These are chat archives for nextflow-io/nextflow

28th
Feb 2018
Bioninbo
@Bioninbo
Feb 28 2018 09:45
Hello. Is it possible to specify the directory in which to save the .nextflow.log files?
Paolo Di Tommaso
@pditommaso
Feb 28 2018 09:46
nextflow -log path/file.log run .. etc
Bioninbo
@Bioninbo
Feb 28 2018 09:50
Thanks. And to specify that in the config file?
Paolo Di Tommaso
@pditommaso
Feb 28 2018 09:51
nextflow -h is your friend :P
Bioninbo
@Bioninbo
Feb 28 2018 10:01
Sorry I don't get it. When I add log = "run_metrics/file.log" to the config file it does not create the log file
Paolo Di Tommaso
@pditommaso
Feb 28 2018 10:01
show me the full command line you have used ?
Bioninbo
@Bioninbo
Feb 28 2018 10:02
import java.text.SimpleDateFormat
def date = new Date()
sdf = new SimpleDateFormat("MM-dd-yyyy_HH_mm_ss")
current_date = sdf.format(date)
log = "run_metrics/${current_date}/file.log"
Paolo Di Tommaso
@pditommaso
Feb 28 2018 10:02
triple ` then new-line
code
triple ` then new-line
Bioninbo
@Bioninbo
Feb 28 2018 10:05
this code works
timeline {
enabled = true
file = "run_metrics/${current_date}/timeline.html" }
Paolo Di Tommaso
@pditommaso
Feb 28 2018 10:05
triple ` new-line
code
triple ` new-line
Bioninbo
@Bioninbo
Feb 28 2018 10:06
sorry
Paolo Di Tommaso
@pditommaso
Feb 28 2018 10:07
much better
then, the log file command defined programmatically
only as a command line option as I've showed above
Bioninbo
@Bioninbo
Feb 28 2018 10:08
Ok I see
Thanks for the clarification
Paolo Di Tommaso
@pditommaso
Feb 28 2018 10:09
welcome
marchoeppner
@marchoeppner
Feb 28 2018 13:34
has anyone tried using nextflow with singularity on a Slurm cluster?
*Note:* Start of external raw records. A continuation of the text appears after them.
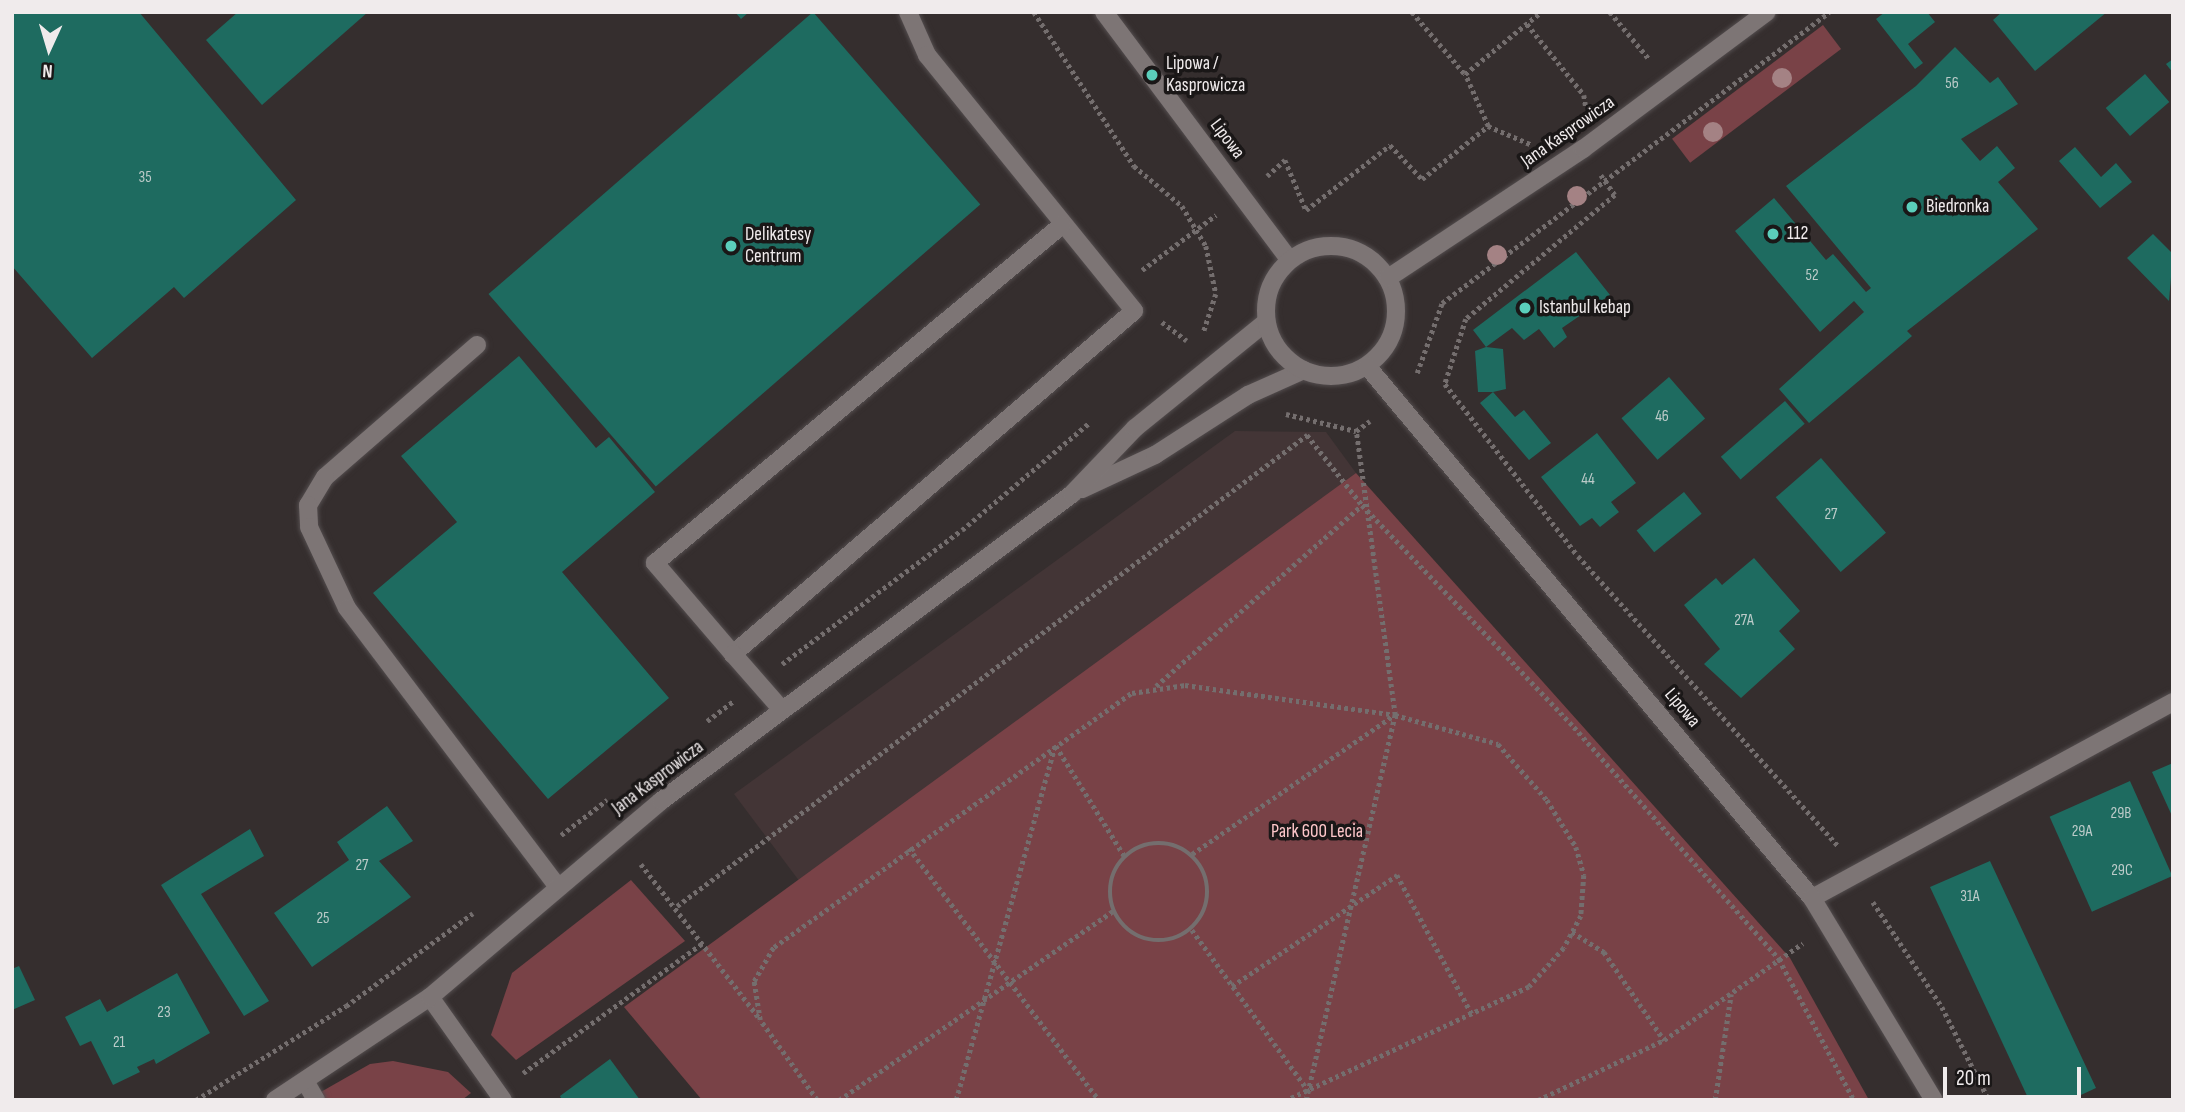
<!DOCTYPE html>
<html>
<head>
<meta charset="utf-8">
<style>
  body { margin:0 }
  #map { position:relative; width:2185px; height:1112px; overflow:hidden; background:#352e2e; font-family:"Sofia Sans Condensed",sans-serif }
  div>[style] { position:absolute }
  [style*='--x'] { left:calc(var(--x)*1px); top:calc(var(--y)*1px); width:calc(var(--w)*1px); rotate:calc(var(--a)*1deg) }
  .built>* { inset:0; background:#433536 }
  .green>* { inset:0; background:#794247; transform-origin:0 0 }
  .building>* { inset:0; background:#1e6b60; transform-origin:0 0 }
  .path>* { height:4.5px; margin-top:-2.25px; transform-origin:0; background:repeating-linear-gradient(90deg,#746e6e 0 3.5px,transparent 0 7px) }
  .path>.ring { margin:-2.25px; padding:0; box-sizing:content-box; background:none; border:4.5px solid #746e6e; border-radius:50% }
  .roads { filter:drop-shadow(0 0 2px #534d4e) drop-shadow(0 0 2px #534d4e) }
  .service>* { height:18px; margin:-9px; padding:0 9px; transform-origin:9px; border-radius:9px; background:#7d7575 }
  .minor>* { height:18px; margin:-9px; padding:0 9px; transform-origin:9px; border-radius:9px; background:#7d7575 }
  .tertiary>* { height:18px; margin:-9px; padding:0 9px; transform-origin:9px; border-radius:9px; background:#7d7575 }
  .tertiary>.ring { margin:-9px; padding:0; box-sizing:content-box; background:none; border:18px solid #7d7575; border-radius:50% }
  .trees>* { width:20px; height:20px; margin:-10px; border-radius:50%; background:#a48284 }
  .dots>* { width:19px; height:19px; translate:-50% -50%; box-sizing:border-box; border:4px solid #1a1717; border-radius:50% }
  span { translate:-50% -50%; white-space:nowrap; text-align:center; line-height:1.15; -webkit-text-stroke:7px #1a1717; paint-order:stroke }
  .number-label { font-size:16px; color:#bccbc9 }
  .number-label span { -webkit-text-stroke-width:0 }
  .poi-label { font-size:19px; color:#f0ebec }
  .left { translate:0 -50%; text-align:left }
  .street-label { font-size:19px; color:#f0ebec }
  .park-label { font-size:19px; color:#fec7ca }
  .frame { position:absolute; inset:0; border:14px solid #f0ebec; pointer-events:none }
  .north { position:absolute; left:14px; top:14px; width:70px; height:70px; -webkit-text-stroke:5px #1a1717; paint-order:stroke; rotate:184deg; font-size:19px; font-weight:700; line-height:28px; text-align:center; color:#f0ebec }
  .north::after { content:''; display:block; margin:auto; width:24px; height:32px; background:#f0ebec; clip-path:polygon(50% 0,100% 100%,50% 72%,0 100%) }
  .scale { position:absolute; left:1943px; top:1067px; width:138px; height:32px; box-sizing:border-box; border:4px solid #f0ebec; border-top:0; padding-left:9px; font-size:21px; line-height:24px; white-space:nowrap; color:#f0ebec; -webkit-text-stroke:5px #1a1717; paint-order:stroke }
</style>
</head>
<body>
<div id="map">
  <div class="built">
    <div style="clip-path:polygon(1235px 431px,1326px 432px,1356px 473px,800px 882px,734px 794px)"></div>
  </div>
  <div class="green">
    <div style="left:1823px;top:25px;width:30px;height:189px;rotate:53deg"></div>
    <div style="clip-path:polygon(1356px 473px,1790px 958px,1869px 1100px,702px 1100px,624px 1007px)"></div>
    <div style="clip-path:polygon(631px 880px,685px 941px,516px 1060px,491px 1035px,512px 973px)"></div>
    <div style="clip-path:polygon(393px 1061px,448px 1072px,471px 1093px,462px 1100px,323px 1100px,319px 1093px,370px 1064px)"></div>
  </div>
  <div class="building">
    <div style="clip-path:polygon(12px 12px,139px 12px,296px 200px,184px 298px,174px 287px,92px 358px,12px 266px)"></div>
    <div style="clip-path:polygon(238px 12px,368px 12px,262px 105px,206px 40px)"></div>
    <div style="clip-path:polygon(735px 12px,749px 12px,741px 19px)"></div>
    <div style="left:813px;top:12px;width:255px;height:430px;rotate:49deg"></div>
    <div style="clip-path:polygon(1885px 12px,1927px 12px,1935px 22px,1908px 44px,1923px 63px,1915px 69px,1876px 19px)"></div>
    <div style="clip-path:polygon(2002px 12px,2107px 12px,2035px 71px,1993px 20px)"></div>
    <div style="clip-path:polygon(1955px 47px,1990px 83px,1998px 77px,2018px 104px,1961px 139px,1980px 161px,1997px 146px,2015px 168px,1998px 182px,2038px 229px,1907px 331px,1912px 336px,1809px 423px,1779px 389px,1864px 312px,1854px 301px,1820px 332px,1735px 231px,1774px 198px,1826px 260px,1833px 254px,1866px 292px,1871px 288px,1786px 186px,1916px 86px)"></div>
    <div style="clip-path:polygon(2173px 59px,2173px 73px,2166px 64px)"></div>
    <div style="left:2145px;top:74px;width:37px;height:52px;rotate:49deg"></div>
    <div style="clip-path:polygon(2075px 147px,2101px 177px,2116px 163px,2132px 182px,2100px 208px,2059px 161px)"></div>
    <div style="clip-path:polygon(2153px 234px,2173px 254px,2169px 301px,2127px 258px)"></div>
    <div style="clip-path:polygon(1576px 252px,1610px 295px,1562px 328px,1567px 337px,1554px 348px,1539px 329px,1524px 340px,1512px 328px,1486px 347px,1473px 330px)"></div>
    <div style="clip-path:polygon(1486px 347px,1503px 349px,1506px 389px,1493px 392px,1515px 417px,1524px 410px,1551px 443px,1529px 460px,1480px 403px,1493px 392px,1478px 392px,1475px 351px)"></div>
    <div style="clip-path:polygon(519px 356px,596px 448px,609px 437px,655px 492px,562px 572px,669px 698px,548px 799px,373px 593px,457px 522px,401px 456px)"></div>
    <div style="left:1669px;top:377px;width:55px;height:63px;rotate:49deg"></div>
    <div style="left:1785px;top:401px;width:30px;height:85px;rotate:49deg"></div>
    <div style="clip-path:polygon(1597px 433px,1636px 483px,1611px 502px,1619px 512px,1600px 527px,1592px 518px,1580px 526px,1541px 477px)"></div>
    <div style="left:1821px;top:458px;width:99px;height:60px;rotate:49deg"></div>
    <div style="left:1684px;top:492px;width:28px;height:61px;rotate:51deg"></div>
    <div style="clip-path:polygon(1754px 558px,1800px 611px,1779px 631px,1795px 649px,1741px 698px,1704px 664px,1720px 649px,1684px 605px,1716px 578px,1722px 585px)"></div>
    <div style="clip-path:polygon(2173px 763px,2173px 818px,2152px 772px)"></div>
    <div style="left:2130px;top:781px;width:104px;height:88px;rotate:66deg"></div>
    <div style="clip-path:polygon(387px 806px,413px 841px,379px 861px,411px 897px,312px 967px,274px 913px,349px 860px,337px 842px)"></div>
    <div style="clip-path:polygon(250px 829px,264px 856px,201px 894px,269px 1001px,244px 1016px,161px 885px)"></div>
    <div style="clip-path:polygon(1990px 861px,2096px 1088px,2070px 1100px,2029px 1100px,1930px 887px)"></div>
    <div style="clip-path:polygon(19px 966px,35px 1000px,12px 1010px,12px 969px)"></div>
    <div style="clip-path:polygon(177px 973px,210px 1033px,156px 1064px,154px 1059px,137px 1067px,140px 1072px,113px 1085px,91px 1041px,80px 1046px,65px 1017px,100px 999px,107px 1012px)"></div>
    <div style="clip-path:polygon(610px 1059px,640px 1100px,562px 1100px,560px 1096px)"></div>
  </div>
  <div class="path">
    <div style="--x:1034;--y:12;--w:184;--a:57"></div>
    <div style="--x:1134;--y:166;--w:62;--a:39.8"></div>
    <div style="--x:1182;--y:206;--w:47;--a:59"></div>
    <div style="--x:1206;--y:246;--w:49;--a:78.2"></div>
    <div style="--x:1216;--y:294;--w:39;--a:108"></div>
    <div style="--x:1412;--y:12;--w:82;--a:49.5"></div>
    <div style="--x:1610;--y:12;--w:62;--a:50.2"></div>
    <div style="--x:1527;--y:24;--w:91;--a:51.2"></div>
    <div style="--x:1584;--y:95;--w:13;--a:81"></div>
    <div style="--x:1488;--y:126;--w:46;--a:23.2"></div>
    <div style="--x:1601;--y:175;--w:24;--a:55"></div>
    <div style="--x:1615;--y:195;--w:194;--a:140.2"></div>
    <div style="--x:1466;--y:319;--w:68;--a:107.9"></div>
    <div style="--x:1445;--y:384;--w:217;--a:52.3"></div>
    <div style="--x:1578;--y:556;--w:391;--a:48.1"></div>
    <div style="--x:1267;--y:176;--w:24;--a:-42"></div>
    <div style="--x:1285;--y:160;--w:54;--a:67.2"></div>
    <div style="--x:1306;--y:210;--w:106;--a:-37.7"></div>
    <div style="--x:1390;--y:145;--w:47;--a:46.7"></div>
    <div style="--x:1422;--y:179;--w:85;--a:-38.8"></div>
    <div style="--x:1488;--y:126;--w:57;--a:-113.9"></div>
    <div style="--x:1465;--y:74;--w:98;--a:-39.2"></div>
    <div style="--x:1142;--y:270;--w:92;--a:-36.6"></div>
    <div style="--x:1162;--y:322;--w:31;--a:37"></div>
    <div style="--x:1417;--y:373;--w:74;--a:-70.3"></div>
    <div style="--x:1442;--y:303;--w:484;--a:-36.9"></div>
    <div style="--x:1286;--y:414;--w:72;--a:13.7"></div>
    <div style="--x:1356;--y:431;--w:17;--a:-36"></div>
    <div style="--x:782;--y:664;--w:224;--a:-36.7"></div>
    <div style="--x:962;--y:530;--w:166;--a:-40.1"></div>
    <div style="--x:1156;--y:686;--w:273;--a:-41.3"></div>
    <div style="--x:707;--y:721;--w:34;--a:-37"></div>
    <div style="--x:1056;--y:746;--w:131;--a:58.1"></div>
    <div style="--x:561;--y:835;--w:58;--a:-37.3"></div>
    <div class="ring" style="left:1110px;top:843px;width:93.5px;height:93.5px"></div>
    <div style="--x:909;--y:848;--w:316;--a:53"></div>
    <div style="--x:1192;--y:854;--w:245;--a:-34.5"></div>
    <div style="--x:641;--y:864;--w:195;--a:52.5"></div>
    <div style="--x:1873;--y:902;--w:126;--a:56.7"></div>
    <div style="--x:1942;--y:1007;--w:104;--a:63.2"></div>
    <div style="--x:677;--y:906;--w:787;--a:-36.78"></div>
    <div style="--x:1307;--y:435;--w:89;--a:51.8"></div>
    <div style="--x:1362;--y:505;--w:307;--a:46.3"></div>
    <div style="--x:1574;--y:727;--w:310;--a:48.5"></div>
    <div style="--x:1779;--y:959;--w:160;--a:62"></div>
    <div style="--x:1192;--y:930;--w:198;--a:54.1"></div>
    <div style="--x:1572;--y:932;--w:38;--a:32"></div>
    <div style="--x:1604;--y:952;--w:107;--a:55.7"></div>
    <div style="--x:1232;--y:986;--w:199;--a:-33.9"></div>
    <div style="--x:1397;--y:875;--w:158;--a:61.7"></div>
    <div style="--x:523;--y:1073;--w:223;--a:-35.9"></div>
    <div style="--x:196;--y:1100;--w:177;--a:-32.1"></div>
    <div style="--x:346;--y:1006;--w:157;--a:-36.2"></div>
    <div style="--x:817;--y:1100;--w:98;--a:-125.5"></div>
    <div style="--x:760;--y:1020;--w:39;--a:-99"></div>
    <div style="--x:754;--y:981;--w:39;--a:-60"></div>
    <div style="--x:774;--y:947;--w:439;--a:-35.4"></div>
    <div style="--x:1132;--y:693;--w:54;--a:-8.6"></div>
    <div style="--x:1185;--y:685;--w:212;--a:8.1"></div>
    <div style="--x:1395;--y:715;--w:107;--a:15.7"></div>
    <div style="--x:1498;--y:744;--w:74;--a:48.8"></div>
    <div style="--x:1547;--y:800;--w:55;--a:58.3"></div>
    <div style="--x:1576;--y:847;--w:29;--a:74"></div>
    <div style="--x:1584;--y:875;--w:41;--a:94.2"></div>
    <div style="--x:1581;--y:916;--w:36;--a:118"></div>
    <div style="--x:1564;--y:948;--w:52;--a:131.9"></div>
    <div style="--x:1529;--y:987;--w:266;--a:154.9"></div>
    <div style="--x:839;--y:1100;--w:333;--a:-34.6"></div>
    <div style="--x:956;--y:1100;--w:368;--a:-74.4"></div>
    <div style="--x:1306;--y:1100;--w:395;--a:-77"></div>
    <div style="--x:1395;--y:715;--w:287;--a:-97.8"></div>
    <div style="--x:1538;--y:1100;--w:140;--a:-25.5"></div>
    <div style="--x:1664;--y:1040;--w:169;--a:-34.9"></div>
    <div style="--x:1715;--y:1100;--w:107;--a:-81.4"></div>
  </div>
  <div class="roads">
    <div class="service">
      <div style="--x:908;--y:12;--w:47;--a:66.2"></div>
      <div style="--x:927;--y:55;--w:329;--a:51"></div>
      <div style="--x:1134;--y:311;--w:528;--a:139.46"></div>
      <div style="--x:733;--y:654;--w:120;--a:-130.6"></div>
      <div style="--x:655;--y:563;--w:529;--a:-39.71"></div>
      <div style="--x:477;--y:345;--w:201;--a:139"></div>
      <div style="--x:325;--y:477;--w:33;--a:121"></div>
      <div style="--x:308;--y:505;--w:22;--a:87"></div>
      <div style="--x:309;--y:527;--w:89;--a:64.9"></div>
      <div style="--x:347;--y:608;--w:350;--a:52.9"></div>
      <div style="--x:733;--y:654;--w:74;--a:48.8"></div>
      <div style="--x:305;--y:1081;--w:22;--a:60"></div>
    </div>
    <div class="minor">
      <div style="--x:1082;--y:489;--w:81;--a:-25"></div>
      <div style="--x:1155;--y:455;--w:111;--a:-32.8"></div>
      <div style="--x:1248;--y:395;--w:61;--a:-24.1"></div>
      <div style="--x:1812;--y:898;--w:411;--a:-28.5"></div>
      <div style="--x:430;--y:997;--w:126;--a:54.7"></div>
      <div style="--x:275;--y:1100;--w:186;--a:-33.6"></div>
      <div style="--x:430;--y:997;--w:303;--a:-40.3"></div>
      <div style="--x:661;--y:801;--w:513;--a:-36.76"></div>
      <div style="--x:1072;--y:494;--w:91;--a:-46.3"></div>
      <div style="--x:1135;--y:428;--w:169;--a:-39"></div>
    </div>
    <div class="tertiary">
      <div style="--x:1104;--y:12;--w:309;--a:53.2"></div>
      <div class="ring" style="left:1266px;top:246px;width:112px;height:112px"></div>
      <div style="--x:1388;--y:278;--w:234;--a:-33.5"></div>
      <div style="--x:1583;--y:149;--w:229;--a:-36.7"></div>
      <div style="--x:1367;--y:366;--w:694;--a:50.09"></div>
      <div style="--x:1812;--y:898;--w:236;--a:58.9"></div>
    </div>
  </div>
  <div class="trees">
    <div style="left:1782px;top:78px"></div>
    <div style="left:1713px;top:132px"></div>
    <div style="left:1577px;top:196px"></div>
    <div style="left:1497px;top:255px"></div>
  </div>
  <div class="dots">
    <div style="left:1152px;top:75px;background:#5bcebb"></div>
    <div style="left:1912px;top:207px;background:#5bcebb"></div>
    <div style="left:1773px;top:234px;background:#5bcebb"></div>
    <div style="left:731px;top:246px;background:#5bcebb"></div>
    <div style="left:1525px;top:308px;background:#5bcebb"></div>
  </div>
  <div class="number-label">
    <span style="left:1952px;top:84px">56</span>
    <span style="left:145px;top:178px">35</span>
    <span style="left:1812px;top:276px">52</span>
    <span style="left:1662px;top:417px">46</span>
    <span style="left:1588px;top:480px">44</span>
    <span style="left:1831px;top:515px">27</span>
    <span style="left:1744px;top:621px">27A</span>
    <span style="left:2121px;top:814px">29B</span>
    <span style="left:2082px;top:832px">29A</span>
    <span style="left:362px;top:866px">27</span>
    <span style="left:2122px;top:871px">29C</span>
    <span style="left:1970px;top:897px">31A</span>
    <span style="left:323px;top:919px">25</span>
    <span style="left:164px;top:1013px">23</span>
    <span style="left:119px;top:1043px">21</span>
  </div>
  <div class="poi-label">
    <span class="left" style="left:1166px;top:75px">Lipowa /<br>Kasprowicza</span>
    <span class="left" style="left:1926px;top:207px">Biedronka</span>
    <span class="left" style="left:1787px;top:234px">112</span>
    <span class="left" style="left:745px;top:246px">Delikatesy<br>Centrum</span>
    <span class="left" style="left:1539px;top:308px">Istanbul kebap</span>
  </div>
  <div class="street-label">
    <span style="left:1568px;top:132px;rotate:-35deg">Jana Kasprowicza</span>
    <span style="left:1227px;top:139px;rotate:53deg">Lipowa</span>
    <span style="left:1682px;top:708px;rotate:50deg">Lipowa</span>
    <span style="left:658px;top:778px;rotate:-37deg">Jana Kasprowicza</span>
  </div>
  <div class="park-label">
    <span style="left:1317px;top:832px">Park 600 Lecia</span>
  </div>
  <div class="frame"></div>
  <div class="north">N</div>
  <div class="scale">20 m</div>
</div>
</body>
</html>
Specifically, I wanted to use the $TMPDIR variable set by Slurm to write some (duh!) temp data to in one of my stages. But when running with singularity and nextflow, TMPDIR is unset - I suppose because it doesn't exist inside the singularity container. Any ideas of how to work around that?
the problem is that $TMPDIR is specific to each job (here: /scratch/Slurm.<JOB_ID.<USER_ID> or similar)
Maxime Garcia
@MaxUlysse
Feb 28 2018 13:35
@marchoeppner We're using slurm or local and singularity, but I'm afraid we never used $TMPDIR
Can't you specify your work directory in /scratch directly?
marchoeppner
@marchoeppner
Feb 28 2018 13:37
well yes, but the idea is that by using the built-in slurm tmp dir it automatically gets cleaned up after the job finishes
whereas I would need to ensure that it is cleaned up using some "after script" voodoo in nextflow. possible, but a bit inconvenient (and wouldnt work if the job crashes)
Paolo Di Tommaso
@pditommaso
Feb 28 2018 13:37
the TMPDIR should be correctly handled
what version of NF are you using ?
marchoeppner
@marchoeppner
Feb 28 2018 13:38
0.25.5
Paolo Di Tommaso
@pditommaso
Feb 28 2018 13:38
too old, update it, it's free ;)
marchoeppner
@marchoeppner
Feb 28 2018 13:39
yes, but the later versions brake my code :D some tools generate report files with fixed names that I wish to pass to multqc. But I think NF 0.26 and upwards do not accept files with the same name to exist within a stage
but I suppose I need to find away around that..
Paolo Di Tommaso
@pditommaso
Feb 28 2018 13:41
well, this sounds strange, it wasn't introduced any breaking change recently, maybe you only need to update some piece of your code
marchoeppner
@marchoeppner
Feb 28 2018 13:42
I just tried it once, noticed the issue and couldnt be bothered to update. But if I need to , I am sure I can figure out a way
thanks!
Phil Ewels
@ewels
Feb 28 2018 14:26
We had the same thing. It’s not a breaking change - it’s just that now NF doesn’t allow you to do what was previously a silent error
That is - staging multiple files with identical names (overwriting randomly)
It’s an easy fix though :)
Put into a directory with an asterisk and NF does auto-increment counting
( @pditommaso - this is the thing we talked about for a new feature where NF can have the counter in the path and maintain the original base file name)
Phil Ewels
@ewels
Feb 28 2018 14:32
nextflow-io/nextflow#568
eg. file ('alignment/??/*') from alignment_logs.collect() - should work from 0.28.1-SNAPSHOT onwards
Simone Baffelli
@baffelli
Feb 28 2018 15:16
Hello! Is there something like workflow.onStart?
I have a very convoluted idea on how to deal with failed processes, which involves creating a file to store the paths of file that caused it to fail. I'd like to make sure that file exists before starting the workflow
Shawn Rynearson
@srynobio
Feb 28 2018 15:20

I have a question regarding data and how it's run on aws-batch. I noticed from the the .command.run script that you copy over:

/home/ec2-user/miniconda/bin/aws --region us-west-2 s3 cp --only-show-errors s3://testbucket/work/my.bam my.bam

/home/ec2-user/miniconda/bin/aws --region us-west-2 s3 cp --only-show-errors s3://testbucket/work/54/1c29767397a8e492af6e9ebeba1df6/.command.sh .command.sh

The question I have is: Is the data transfered into my /home/ec2-user/ and if so does it require me to have a large root instance.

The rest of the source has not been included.